Last October, Microsoft CEO Satya Nadella mentioned that the company's revenue generation from AI services had run into some "external constraints" due to a lack of data center capacity.
"Data centers don’t get built overnight," Nadella had noted.
Earlier this year, following through on the CEO's concerns, the firm said that in FY 2025, Microsoft will invest approximately $80 billion to build out AI-enabled data centers to train AI models and deploy AI and cloud-based applications around the world. More than half of this investment was set to be in the United States.
Microsoft was not alone in its ambitious AI and data center spending spree. According to an analysis by CNBC, Meta, Amazon, Alphabet, and Microsoft plan to spend $320 billion combined on AI technologies and data center buildouts in 2025.

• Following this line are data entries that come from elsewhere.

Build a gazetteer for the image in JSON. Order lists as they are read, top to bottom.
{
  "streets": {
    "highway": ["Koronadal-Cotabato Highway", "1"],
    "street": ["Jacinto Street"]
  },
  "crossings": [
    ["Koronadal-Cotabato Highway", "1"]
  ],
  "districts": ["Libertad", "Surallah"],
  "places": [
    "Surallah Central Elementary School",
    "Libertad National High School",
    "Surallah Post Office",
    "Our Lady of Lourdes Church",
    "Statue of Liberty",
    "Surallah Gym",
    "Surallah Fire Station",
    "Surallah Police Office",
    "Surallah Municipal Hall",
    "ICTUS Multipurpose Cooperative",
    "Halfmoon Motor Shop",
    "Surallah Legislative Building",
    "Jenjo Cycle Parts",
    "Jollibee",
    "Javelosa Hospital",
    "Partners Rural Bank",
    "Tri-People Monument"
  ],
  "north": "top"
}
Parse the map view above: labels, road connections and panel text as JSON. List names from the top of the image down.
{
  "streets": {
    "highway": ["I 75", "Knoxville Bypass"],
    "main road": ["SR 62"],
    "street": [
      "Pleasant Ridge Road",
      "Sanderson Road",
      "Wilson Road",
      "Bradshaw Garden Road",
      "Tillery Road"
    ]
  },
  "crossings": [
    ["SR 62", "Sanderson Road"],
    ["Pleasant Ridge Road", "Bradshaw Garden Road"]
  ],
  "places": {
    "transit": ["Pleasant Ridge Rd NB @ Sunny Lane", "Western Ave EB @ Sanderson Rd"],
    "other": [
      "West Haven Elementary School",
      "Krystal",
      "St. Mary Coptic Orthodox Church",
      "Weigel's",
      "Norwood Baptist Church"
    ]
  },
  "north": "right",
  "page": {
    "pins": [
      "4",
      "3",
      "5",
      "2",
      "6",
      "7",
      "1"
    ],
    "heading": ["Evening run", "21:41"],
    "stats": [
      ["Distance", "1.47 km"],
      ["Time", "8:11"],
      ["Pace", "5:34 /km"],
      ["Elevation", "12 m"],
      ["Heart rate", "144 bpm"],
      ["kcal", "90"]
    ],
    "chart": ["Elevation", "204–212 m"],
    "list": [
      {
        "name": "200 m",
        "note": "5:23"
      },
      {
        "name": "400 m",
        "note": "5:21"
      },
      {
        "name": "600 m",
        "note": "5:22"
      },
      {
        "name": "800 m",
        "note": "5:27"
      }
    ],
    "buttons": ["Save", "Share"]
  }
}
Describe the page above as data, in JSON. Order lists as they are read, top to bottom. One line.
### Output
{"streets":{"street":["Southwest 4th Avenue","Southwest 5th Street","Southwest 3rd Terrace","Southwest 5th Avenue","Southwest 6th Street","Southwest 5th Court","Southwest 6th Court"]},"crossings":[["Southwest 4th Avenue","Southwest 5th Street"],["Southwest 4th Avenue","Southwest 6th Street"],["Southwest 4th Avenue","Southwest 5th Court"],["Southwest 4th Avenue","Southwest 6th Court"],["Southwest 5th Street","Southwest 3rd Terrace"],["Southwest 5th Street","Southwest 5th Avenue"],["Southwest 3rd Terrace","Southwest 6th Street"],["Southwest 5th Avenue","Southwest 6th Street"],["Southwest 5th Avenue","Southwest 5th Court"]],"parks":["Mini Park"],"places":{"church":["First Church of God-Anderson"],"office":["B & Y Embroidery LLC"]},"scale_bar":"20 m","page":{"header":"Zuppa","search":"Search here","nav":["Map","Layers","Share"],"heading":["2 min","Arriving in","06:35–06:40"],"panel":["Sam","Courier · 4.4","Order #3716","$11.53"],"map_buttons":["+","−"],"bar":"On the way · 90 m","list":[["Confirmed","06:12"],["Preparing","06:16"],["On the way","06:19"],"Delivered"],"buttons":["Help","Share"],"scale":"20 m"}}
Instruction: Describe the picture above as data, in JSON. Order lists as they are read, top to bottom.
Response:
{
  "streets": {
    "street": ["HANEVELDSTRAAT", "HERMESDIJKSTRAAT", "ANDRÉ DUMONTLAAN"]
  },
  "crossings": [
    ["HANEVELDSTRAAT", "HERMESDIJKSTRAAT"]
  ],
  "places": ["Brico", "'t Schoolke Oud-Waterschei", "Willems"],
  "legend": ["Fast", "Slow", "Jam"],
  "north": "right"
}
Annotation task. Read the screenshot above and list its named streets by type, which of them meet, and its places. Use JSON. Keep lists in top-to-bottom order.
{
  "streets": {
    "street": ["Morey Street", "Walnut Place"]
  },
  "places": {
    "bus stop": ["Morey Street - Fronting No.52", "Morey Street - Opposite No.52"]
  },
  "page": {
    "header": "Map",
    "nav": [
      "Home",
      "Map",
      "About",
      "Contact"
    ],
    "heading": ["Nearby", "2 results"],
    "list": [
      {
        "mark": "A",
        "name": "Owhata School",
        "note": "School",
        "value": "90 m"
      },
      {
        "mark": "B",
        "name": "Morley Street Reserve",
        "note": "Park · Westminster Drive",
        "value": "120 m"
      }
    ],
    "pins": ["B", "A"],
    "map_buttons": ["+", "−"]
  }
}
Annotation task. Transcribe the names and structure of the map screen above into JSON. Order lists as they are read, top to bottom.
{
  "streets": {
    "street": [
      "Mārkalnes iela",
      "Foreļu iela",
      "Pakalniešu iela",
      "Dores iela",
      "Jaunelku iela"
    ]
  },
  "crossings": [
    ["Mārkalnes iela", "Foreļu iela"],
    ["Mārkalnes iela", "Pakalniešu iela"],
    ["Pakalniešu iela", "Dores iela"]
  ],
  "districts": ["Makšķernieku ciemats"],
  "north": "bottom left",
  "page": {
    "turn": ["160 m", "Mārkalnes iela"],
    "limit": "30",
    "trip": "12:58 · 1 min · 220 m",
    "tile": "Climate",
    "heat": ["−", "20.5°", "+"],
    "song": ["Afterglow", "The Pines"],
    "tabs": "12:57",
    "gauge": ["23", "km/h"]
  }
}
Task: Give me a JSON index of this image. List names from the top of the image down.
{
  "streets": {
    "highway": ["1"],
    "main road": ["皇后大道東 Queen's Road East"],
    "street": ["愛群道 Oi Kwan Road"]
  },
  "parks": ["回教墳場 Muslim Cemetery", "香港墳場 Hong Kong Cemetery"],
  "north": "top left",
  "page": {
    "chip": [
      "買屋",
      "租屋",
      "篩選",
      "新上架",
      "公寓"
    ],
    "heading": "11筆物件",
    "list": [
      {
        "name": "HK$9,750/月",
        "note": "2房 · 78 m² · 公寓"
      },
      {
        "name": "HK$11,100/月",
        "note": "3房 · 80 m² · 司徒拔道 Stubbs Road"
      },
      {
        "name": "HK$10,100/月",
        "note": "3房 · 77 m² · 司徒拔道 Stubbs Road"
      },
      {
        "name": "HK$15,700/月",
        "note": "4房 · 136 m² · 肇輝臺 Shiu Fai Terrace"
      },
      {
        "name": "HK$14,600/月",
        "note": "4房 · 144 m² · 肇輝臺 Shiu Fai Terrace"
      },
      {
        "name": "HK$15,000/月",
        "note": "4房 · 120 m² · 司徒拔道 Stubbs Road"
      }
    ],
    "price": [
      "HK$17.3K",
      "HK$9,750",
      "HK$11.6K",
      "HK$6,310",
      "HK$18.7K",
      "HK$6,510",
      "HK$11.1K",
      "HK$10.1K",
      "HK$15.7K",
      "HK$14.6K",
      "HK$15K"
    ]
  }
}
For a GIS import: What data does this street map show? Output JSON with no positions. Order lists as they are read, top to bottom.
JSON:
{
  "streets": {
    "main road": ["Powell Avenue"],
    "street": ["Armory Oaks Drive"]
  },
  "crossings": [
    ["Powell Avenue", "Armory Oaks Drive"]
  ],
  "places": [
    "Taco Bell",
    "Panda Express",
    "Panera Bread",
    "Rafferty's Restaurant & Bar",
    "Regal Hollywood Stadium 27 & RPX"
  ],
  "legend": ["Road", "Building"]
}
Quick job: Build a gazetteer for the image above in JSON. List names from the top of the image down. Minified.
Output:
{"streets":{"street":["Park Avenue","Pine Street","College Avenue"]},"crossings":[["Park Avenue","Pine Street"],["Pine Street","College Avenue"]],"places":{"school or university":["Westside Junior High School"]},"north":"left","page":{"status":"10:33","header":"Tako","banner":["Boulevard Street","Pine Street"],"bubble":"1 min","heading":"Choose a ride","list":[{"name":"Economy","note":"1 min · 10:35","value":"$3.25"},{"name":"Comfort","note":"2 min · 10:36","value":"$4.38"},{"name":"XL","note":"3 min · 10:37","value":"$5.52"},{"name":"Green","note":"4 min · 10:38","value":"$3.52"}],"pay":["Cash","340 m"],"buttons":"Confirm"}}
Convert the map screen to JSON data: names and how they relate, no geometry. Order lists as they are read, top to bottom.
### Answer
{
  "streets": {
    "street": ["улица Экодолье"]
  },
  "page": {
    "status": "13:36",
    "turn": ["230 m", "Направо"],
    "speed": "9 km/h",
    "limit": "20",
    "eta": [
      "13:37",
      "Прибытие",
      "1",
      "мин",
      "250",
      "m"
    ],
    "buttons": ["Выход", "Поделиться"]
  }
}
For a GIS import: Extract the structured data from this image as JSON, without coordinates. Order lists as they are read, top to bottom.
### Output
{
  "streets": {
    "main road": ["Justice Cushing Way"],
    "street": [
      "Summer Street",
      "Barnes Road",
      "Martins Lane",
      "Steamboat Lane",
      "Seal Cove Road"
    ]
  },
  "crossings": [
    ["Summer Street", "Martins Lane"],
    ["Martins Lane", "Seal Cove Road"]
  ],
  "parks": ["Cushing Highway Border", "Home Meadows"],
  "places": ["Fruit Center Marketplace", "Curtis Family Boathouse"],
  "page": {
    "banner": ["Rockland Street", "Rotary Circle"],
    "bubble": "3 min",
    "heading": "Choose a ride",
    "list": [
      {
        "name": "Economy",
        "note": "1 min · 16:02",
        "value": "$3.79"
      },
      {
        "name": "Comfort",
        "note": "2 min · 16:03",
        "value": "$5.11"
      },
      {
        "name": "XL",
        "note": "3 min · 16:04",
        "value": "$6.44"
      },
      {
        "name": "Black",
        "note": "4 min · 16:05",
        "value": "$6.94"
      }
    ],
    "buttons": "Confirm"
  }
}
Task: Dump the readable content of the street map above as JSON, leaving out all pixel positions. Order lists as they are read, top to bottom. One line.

But critics have often flagged the lack of real-world applications for AI that could justify such massive spending. TD Cowen, in its report, noted that Microsoft may potentially be in an "oversupply position" in its data center capacity.
Investor skepticism is also growing over the billions of dollars US tech firms have invested in AI infrastructure, due to breakthroughs by Chinese startup DeepSeek, which has demonstrated AI technology at significantly lower costs.
A Bernstein analyst told Reuters that Microsoft’s move could indicate lower demand, particularly following lackluster quarterly results from major cloud companies. However, he notes that Microsoft's recent capacity build-up may have contributed to this shift, as the company had previously struggled to meet demand and may have over-rented data centers and GPU capacity as a result.